When adding a !dir$ vector always directive before the inner loop, the compiler issues the following remark  --  "vectorization support: scalar type occupies entire vector". Is the problem that the type complex(kind=kind(1.d0)) is as wide as an xmm register (2xdouble = 128 bits on x64 machines)? Is this a real problem? Complex numbers are still just two doubles. At least +, or - operations seem straightforwardly vectorisable.
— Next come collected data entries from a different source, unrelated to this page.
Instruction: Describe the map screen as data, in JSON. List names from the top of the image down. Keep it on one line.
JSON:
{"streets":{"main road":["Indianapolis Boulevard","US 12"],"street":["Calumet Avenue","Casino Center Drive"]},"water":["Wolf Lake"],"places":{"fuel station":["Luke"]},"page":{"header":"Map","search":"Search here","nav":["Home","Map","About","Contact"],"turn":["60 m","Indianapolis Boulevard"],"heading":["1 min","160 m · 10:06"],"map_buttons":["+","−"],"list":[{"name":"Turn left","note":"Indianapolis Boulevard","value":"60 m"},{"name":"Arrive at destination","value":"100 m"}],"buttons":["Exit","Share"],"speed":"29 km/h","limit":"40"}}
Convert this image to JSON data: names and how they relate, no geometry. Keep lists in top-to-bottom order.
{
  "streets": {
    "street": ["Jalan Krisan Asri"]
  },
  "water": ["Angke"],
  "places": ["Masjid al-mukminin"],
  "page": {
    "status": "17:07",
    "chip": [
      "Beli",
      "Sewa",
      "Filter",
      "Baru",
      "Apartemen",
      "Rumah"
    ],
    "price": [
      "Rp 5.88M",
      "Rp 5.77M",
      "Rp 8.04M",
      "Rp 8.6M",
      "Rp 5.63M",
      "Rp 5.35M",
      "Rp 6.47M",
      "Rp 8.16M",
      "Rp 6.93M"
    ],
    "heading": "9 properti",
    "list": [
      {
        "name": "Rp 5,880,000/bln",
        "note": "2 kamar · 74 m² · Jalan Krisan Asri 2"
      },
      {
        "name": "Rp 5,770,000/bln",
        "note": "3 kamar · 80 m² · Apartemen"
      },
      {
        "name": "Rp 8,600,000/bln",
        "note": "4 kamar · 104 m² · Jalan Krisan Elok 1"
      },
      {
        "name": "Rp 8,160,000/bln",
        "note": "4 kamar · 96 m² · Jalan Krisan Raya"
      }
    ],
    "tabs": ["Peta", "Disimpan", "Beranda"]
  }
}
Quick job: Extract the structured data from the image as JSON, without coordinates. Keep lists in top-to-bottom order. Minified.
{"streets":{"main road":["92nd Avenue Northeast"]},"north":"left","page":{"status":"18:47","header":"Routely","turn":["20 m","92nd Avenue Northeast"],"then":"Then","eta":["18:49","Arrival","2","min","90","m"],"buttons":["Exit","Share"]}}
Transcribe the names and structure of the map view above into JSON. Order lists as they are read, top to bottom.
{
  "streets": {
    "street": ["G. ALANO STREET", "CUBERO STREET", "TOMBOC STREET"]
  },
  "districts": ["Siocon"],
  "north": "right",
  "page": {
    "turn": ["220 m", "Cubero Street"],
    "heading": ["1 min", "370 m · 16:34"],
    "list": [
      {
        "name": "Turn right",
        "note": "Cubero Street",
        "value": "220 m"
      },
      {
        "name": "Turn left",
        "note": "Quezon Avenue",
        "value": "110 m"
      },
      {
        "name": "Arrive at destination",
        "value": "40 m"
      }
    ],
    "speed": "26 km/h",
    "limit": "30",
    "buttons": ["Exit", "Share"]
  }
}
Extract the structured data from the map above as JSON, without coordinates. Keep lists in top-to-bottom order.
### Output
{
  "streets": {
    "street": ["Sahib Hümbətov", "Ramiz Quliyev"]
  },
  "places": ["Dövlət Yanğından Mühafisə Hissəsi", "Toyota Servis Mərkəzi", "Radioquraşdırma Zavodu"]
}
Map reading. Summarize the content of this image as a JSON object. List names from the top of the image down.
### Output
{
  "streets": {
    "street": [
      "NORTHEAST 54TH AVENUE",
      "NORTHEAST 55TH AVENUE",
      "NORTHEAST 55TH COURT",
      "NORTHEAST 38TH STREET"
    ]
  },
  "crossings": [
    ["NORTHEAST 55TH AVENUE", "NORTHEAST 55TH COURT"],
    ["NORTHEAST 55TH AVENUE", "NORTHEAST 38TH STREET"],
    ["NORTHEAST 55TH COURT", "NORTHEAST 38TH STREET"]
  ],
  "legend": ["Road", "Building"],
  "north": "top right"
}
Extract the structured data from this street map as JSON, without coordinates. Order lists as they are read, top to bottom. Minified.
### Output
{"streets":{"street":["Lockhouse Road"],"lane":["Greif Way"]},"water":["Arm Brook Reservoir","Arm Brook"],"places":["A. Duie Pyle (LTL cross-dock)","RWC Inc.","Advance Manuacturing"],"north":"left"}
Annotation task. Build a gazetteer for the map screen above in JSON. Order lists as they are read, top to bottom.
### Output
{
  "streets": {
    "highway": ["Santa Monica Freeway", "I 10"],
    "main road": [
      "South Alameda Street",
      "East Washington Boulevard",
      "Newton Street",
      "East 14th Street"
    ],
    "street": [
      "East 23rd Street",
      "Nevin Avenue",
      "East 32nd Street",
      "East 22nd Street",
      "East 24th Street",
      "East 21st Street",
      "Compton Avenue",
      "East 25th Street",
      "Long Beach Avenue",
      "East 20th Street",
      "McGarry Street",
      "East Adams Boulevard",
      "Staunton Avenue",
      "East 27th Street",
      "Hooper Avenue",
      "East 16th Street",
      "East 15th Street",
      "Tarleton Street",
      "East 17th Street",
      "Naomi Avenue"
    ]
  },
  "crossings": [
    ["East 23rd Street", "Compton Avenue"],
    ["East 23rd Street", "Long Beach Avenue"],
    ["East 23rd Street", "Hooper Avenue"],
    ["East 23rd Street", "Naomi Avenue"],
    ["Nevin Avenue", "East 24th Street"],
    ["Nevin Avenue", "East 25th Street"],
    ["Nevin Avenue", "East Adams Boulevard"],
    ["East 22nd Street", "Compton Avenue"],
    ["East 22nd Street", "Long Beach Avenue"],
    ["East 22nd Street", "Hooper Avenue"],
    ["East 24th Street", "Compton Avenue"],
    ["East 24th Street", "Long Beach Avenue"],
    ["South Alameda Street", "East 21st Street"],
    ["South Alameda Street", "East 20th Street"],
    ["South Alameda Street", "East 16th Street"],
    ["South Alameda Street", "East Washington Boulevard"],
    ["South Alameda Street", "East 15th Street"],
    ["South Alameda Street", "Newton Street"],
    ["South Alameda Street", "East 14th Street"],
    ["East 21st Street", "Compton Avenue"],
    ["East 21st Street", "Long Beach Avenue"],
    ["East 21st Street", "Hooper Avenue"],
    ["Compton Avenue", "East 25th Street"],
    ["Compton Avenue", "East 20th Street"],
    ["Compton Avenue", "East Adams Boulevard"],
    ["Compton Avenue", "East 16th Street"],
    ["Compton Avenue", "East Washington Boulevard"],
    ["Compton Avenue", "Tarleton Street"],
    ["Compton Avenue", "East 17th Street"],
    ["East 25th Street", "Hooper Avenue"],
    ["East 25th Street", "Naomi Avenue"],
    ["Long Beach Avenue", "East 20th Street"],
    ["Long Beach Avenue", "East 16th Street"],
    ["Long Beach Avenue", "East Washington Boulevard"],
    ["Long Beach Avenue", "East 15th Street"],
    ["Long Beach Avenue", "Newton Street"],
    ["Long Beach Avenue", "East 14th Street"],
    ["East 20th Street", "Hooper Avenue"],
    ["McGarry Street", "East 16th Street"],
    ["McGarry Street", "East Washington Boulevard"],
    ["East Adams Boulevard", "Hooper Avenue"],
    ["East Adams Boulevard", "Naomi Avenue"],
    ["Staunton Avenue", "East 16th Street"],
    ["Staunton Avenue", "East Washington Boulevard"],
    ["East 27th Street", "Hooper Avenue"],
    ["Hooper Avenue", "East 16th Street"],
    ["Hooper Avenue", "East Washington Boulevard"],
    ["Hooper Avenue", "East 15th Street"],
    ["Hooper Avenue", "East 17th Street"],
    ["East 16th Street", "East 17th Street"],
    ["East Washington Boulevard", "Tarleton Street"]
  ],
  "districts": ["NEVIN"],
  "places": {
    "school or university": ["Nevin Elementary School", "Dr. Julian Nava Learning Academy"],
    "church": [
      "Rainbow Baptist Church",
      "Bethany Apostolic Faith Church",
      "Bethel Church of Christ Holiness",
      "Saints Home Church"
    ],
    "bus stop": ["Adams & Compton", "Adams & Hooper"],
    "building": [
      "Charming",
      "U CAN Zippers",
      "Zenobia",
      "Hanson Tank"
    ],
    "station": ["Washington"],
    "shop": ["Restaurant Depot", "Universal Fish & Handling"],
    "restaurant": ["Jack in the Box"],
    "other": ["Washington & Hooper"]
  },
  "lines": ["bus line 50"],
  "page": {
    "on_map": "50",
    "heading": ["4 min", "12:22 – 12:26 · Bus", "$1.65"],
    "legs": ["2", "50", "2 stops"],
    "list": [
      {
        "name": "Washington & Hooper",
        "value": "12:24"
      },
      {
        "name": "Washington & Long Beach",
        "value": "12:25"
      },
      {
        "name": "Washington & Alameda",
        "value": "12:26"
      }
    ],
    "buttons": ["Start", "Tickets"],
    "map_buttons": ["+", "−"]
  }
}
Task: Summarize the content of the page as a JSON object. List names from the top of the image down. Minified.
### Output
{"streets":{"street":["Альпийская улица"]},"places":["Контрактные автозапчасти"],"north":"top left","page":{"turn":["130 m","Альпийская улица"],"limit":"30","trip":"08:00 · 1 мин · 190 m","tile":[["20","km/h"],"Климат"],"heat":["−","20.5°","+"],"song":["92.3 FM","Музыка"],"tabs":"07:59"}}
But, these are not vectorised by the compiler either.

 

 

 

0 Kudos
5 Replies
Ron_Green
Moderator
1,204 Views

I'm not sure what version of the compiler you are using, as I can't reproduce the message you are seeing.  But yes, the message is pretty clear that a single element of double complex occupies an entire 128 xmm register.  hence 'vectorization' is not possible since you are not able to process multiple data elements in parallel.

You'll note that if you use AVX via -xavx you can get that inner loop to vectorize even without the dir$ vector always (at least with the 14.0 compiler.  again, not sure how old of a compiler you are using).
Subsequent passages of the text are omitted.